__Exercise directions__
Please repeat, unchanged, the lines at the top of the listing below, ending with the one that has "position:relative; width:1658px; height:1648px;".

__Input material__
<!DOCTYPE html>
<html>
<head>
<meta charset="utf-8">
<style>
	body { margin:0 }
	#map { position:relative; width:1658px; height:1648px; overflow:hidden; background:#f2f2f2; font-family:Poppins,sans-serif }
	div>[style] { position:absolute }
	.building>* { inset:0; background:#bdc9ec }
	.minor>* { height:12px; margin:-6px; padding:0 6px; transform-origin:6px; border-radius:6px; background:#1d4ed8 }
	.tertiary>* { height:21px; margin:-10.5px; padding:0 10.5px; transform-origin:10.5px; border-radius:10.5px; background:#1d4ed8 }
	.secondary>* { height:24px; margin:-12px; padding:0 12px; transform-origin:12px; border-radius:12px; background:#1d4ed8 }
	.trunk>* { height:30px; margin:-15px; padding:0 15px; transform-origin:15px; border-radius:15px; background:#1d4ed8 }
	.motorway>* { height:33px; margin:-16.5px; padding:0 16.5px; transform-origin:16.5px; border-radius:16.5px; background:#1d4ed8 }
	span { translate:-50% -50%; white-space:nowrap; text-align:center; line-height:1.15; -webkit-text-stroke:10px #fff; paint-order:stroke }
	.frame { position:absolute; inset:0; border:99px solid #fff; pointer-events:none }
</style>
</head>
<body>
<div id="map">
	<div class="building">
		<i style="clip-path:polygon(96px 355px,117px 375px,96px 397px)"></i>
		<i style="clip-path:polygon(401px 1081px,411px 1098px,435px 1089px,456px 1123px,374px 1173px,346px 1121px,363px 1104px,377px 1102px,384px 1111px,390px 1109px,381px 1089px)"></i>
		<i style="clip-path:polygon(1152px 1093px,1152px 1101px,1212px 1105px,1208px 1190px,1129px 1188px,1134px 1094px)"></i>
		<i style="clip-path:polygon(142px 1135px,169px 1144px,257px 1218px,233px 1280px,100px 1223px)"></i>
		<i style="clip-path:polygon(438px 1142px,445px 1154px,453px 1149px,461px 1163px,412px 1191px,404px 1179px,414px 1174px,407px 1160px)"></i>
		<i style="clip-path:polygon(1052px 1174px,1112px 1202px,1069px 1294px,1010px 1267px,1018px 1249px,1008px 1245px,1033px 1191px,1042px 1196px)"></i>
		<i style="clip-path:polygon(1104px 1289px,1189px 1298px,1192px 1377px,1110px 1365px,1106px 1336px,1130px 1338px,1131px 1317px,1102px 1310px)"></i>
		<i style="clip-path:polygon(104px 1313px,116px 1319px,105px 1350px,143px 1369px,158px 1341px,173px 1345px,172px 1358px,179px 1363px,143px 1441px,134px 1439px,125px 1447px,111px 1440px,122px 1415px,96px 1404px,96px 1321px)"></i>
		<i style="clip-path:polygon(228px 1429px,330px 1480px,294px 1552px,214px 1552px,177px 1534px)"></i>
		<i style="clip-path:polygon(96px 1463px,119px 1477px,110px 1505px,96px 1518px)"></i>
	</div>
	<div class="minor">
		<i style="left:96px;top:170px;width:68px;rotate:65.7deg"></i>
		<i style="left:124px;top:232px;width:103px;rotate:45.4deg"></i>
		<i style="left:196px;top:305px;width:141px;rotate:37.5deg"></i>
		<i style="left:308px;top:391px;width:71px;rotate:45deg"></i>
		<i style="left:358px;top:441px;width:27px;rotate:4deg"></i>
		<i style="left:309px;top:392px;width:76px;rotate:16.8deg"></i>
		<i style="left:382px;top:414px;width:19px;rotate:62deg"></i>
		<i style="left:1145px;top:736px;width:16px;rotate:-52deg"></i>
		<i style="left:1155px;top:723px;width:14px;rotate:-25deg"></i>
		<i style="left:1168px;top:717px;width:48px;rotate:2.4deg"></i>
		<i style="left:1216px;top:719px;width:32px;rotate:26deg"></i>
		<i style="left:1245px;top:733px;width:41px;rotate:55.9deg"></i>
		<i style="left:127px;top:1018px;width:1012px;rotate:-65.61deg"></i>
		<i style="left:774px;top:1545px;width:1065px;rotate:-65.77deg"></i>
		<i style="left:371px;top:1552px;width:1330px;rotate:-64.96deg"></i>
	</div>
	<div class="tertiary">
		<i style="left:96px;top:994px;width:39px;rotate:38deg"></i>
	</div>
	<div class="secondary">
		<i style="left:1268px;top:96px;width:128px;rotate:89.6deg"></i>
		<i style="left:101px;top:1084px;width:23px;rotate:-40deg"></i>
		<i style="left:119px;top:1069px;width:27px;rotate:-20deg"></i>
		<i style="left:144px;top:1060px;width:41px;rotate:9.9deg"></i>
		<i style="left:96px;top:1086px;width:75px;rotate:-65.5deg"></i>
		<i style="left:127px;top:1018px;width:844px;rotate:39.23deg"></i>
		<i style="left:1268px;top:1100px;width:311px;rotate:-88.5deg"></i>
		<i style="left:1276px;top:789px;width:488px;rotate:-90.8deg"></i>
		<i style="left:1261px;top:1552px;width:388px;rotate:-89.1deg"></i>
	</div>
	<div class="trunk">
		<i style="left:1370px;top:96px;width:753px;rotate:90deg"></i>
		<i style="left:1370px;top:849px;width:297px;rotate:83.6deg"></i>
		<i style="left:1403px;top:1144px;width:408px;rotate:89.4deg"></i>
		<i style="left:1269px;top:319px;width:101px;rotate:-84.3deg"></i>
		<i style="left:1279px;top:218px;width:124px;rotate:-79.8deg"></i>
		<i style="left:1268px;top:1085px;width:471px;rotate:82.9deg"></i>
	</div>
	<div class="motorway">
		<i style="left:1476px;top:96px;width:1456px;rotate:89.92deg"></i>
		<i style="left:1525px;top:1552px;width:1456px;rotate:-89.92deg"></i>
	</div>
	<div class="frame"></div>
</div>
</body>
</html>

__Your response__
<!DOCTYPE html>
<html>
<head>
<meta charset="utf-8">
<style>
	body { margin:0 }
	#map { position:relative; width:1658px; height:1648px; overflow:hidden; background:#f2f2f2; font-family:Poppins,sans-serif }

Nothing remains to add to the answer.